Malı değildir kesinlikle.
Çünkü mülkiyeti kabul etmez şiir; şairin mülkiyetini bile.
Diğer sanat dallarına ait eserler, her zaman aidiyet ilişkisiyle değerlendirilir. Özdeşleşme vardır bir bakıma; eser sanatçıyı, sanatçı eseri çağrıştırır çoğu zaman. Bu çağrıştırmanın tekil ya da çoğul boyutta olması bir şey değiştirmez. Örneğin; Mimar Sinan dendiğinde en kulaktan dolma bilgiye sahip olanlar dahi, ona ait bir eser söyleyebilirler. Resim için de böyledir, müzik için de. Oysa şiir söz konusu olduğunda aynı durum geçerli değildir. Şairler, öncelikle düşünceleriyle veya yaşam biçimleriyle tanınır, bilinir. Yani şair, şiirinin önüne geçer hep. Hatta kimileyin bile isteye örter şiirini. Şiirini örttükçe kendini cilalamış olur şair. Şairin kendine duyduğu bu narsistik sevgi, şiirinin geri planda kalması için yeterlidir.
Şiir mi şair mi, dendiğinde şiirden yana olmalı tavrımız. En başta şairin tavrı elbette. Ama görüyoruz ki hiç de öyle değil. Hem şairin kendisi için böyle bu hem de şiirseverler için. Ama neden?

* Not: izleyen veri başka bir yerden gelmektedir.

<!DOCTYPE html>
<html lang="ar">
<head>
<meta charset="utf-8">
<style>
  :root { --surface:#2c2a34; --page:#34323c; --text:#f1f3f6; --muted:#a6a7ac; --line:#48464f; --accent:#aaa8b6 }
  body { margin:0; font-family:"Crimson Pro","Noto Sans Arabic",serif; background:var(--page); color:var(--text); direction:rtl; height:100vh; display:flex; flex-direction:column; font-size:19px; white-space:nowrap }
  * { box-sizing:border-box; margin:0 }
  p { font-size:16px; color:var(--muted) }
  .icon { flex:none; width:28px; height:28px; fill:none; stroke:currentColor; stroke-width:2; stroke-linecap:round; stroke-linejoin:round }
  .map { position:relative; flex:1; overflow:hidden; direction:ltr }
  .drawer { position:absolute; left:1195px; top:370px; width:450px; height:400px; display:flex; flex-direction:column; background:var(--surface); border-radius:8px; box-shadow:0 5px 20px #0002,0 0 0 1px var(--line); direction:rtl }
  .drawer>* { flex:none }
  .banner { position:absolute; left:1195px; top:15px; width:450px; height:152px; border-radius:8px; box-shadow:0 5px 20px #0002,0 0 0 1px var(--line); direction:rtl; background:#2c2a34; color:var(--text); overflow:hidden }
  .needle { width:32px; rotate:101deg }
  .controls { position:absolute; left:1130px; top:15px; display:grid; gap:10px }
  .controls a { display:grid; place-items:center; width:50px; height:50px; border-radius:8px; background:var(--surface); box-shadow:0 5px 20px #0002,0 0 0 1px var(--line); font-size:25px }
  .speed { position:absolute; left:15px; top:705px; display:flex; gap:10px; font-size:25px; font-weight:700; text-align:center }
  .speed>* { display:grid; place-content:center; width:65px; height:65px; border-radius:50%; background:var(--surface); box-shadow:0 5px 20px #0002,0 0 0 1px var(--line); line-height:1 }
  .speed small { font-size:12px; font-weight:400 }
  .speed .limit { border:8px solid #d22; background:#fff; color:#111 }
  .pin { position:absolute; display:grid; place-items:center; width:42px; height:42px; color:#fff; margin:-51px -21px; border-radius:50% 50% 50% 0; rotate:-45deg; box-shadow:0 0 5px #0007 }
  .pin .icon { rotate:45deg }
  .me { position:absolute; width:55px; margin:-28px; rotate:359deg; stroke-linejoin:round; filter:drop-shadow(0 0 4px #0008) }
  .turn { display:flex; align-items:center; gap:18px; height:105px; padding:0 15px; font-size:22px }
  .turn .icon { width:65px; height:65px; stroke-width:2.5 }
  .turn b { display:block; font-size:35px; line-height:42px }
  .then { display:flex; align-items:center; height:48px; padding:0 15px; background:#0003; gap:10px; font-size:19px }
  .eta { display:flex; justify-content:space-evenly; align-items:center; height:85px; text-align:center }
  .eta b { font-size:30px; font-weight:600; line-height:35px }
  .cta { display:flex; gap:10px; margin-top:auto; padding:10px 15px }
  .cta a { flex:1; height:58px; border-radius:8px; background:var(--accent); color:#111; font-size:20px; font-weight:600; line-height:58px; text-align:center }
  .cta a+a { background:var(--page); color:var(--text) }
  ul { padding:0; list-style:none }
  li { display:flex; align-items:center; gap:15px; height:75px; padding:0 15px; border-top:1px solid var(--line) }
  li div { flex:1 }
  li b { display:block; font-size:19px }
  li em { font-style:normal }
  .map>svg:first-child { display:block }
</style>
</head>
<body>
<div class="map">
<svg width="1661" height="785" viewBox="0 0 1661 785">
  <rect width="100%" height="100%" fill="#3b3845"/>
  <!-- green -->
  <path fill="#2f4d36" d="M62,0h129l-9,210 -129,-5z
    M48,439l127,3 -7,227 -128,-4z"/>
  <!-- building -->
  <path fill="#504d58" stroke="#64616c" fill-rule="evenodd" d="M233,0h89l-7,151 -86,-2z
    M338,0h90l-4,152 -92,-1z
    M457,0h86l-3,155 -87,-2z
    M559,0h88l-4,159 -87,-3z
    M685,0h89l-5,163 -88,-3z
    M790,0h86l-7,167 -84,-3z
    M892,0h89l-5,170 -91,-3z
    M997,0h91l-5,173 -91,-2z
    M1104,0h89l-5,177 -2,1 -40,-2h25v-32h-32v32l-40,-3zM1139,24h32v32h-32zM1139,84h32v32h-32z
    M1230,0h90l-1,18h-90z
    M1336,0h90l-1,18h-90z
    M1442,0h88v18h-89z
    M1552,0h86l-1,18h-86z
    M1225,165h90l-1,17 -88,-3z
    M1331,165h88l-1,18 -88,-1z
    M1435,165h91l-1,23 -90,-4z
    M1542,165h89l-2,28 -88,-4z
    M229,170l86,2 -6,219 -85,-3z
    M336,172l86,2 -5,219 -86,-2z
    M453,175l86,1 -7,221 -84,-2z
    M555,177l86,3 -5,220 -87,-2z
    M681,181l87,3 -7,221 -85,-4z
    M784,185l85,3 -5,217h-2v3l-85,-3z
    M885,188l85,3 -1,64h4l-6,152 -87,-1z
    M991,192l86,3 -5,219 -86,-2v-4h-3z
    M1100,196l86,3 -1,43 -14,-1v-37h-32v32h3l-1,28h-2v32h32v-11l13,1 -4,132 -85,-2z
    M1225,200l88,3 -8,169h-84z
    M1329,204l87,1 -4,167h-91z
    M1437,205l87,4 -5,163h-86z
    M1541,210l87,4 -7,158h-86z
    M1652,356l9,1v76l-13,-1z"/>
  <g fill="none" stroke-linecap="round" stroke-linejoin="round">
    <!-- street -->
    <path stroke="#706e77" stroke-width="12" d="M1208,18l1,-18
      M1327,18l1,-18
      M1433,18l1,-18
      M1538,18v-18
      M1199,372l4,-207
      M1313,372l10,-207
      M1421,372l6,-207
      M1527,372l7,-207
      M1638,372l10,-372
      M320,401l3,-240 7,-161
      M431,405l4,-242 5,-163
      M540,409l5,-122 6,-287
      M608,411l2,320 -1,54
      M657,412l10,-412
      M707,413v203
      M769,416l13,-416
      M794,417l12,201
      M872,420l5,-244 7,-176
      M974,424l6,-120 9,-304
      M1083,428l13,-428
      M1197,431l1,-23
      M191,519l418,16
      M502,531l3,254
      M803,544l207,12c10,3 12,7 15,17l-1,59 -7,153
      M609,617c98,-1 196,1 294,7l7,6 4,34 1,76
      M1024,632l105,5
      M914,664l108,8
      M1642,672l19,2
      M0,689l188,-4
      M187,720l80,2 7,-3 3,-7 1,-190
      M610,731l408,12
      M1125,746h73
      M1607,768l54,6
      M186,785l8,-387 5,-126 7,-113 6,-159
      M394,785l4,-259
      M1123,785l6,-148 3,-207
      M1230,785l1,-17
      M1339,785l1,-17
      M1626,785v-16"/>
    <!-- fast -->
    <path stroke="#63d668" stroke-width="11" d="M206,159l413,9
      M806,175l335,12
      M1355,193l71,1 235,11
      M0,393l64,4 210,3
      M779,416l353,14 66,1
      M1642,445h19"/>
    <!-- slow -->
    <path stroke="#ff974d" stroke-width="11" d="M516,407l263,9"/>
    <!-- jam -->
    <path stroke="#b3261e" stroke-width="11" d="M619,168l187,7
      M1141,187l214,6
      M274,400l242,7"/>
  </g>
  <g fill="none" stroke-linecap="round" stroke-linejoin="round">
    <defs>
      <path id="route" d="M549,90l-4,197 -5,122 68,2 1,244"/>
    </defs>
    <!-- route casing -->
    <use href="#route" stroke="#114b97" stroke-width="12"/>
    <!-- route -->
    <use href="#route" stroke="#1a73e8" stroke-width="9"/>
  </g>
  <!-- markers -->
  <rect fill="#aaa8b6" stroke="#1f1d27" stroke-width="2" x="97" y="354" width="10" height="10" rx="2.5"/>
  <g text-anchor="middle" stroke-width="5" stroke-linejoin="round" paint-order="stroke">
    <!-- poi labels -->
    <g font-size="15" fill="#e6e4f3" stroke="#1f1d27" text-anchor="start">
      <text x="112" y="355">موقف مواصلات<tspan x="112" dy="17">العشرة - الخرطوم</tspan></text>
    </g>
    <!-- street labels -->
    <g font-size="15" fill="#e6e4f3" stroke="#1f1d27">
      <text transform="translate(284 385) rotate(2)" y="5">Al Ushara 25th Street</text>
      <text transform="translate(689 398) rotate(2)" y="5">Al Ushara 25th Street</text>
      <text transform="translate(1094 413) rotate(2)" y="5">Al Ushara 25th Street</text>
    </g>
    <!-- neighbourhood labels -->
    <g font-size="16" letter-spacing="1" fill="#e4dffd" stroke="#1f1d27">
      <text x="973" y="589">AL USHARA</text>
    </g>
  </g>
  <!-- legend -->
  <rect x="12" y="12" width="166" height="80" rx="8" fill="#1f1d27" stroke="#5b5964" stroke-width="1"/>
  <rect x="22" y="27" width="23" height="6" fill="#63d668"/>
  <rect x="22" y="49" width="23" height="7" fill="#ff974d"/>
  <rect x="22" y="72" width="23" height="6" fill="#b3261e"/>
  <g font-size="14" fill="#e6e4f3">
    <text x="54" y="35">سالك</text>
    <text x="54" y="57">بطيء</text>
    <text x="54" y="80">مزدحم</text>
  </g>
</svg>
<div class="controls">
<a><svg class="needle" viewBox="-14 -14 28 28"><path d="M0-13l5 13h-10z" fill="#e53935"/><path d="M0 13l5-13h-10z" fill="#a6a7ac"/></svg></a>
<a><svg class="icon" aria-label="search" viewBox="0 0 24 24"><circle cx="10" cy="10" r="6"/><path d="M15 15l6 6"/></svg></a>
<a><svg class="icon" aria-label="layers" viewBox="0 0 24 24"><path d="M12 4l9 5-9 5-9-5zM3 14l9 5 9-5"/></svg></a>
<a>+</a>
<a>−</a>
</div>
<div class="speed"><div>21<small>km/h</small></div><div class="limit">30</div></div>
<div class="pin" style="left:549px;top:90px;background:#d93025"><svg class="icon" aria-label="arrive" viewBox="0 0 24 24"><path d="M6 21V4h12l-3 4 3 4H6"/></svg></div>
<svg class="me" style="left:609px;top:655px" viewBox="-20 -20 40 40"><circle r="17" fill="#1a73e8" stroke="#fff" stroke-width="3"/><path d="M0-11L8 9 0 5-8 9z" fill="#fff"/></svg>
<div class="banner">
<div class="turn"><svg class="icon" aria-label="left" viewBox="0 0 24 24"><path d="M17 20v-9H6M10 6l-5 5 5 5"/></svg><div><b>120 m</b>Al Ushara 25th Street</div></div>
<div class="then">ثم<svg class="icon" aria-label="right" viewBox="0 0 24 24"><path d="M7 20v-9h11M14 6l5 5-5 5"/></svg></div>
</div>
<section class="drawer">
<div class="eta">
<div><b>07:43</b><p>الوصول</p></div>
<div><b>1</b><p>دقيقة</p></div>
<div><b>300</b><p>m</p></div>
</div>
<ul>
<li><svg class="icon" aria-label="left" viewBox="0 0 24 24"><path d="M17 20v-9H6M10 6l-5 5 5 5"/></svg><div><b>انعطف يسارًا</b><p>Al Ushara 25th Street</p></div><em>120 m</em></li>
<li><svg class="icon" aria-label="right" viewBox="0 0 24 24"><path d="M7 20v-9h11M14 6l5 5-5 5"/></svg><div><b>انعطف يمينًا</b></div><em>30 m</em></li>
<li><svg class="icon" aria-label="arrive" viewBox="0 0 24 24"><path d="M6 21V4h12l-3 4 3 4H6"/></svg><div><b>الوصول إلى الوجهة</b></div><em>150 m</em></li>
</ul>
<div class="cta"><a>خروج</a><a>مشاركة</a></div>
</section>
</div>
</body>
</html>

Görünen o ki; şiir, bir iktidar aracıdır. Biliyorum, bir genelleme bu. Ve genellemeler, her zaman yanılma payı içerir. Bütün yanılma riskine rağmen; şiirin bir iktidar aracı olduğunu yinelemek durumundayım. Hemen belirmeliyim ki, kişisel algımdan değil, gözlemlediğim genel algıdan bahsediyorum. En ünlüsünden en yenisine pek çok şairde gördüğümüz bir tezahür bu. Şiirine toz kondurmaz tavır takınmak, şiirle yakınlığını tanışıklık zamanıyla eşleştirmeye kalkışmak, her yazdığı metnin illâki şiir olduğu kanısını taşımak, kutsal metin îrat ediyormuş havasıyla üst perdeden konuşmak, balmumu kulesinden bulutlara doğru sıkça kanatlanmak… vesaire, vesaire. Kolaylıkla çoğaltılabilir sözünü ettiğimiz algıyla örtüşen davranış biçimleri. Peki, şair daha olgunca bir tavır sergilemesi gerekirken bu çiğlik nedendir? Hiç uzatmadan söyleyelim: İktidar algısından işte. Başka ne olabilir? Şiir, varoluş kaygısıyla değil de görünüroluş itkisiyle algılanırsa başka nasıl bir görüntü çıkar ki ortaya. Şiirle uğraşan pek çok kişinin bu olumsuz manzaranın bir parçası olduğu yadsınamaz bir gerçek. Bu manzaraya okuyucunun katkısını da unutmayalım ama. Şeyh uçmaz mürit uçurur, düsturundan hareketle, okuyucunun epey şairin kanına girdiğinden bahsetmek mümkün sanırım. Aslında karşılıklı bir gönüllülük var ortada. Okur, şairin beklentisine; şair de okurun beklentisine göre hareket ediyor bir bakıma. Sorsanız, hiç de kabullenilmez oysa. Ama önemli olan görünen değil mi? Popüler olmak, öyle kolaylıkla sırt dönülecek bir durum değil zira. Sanatçılar için tam bir gayya.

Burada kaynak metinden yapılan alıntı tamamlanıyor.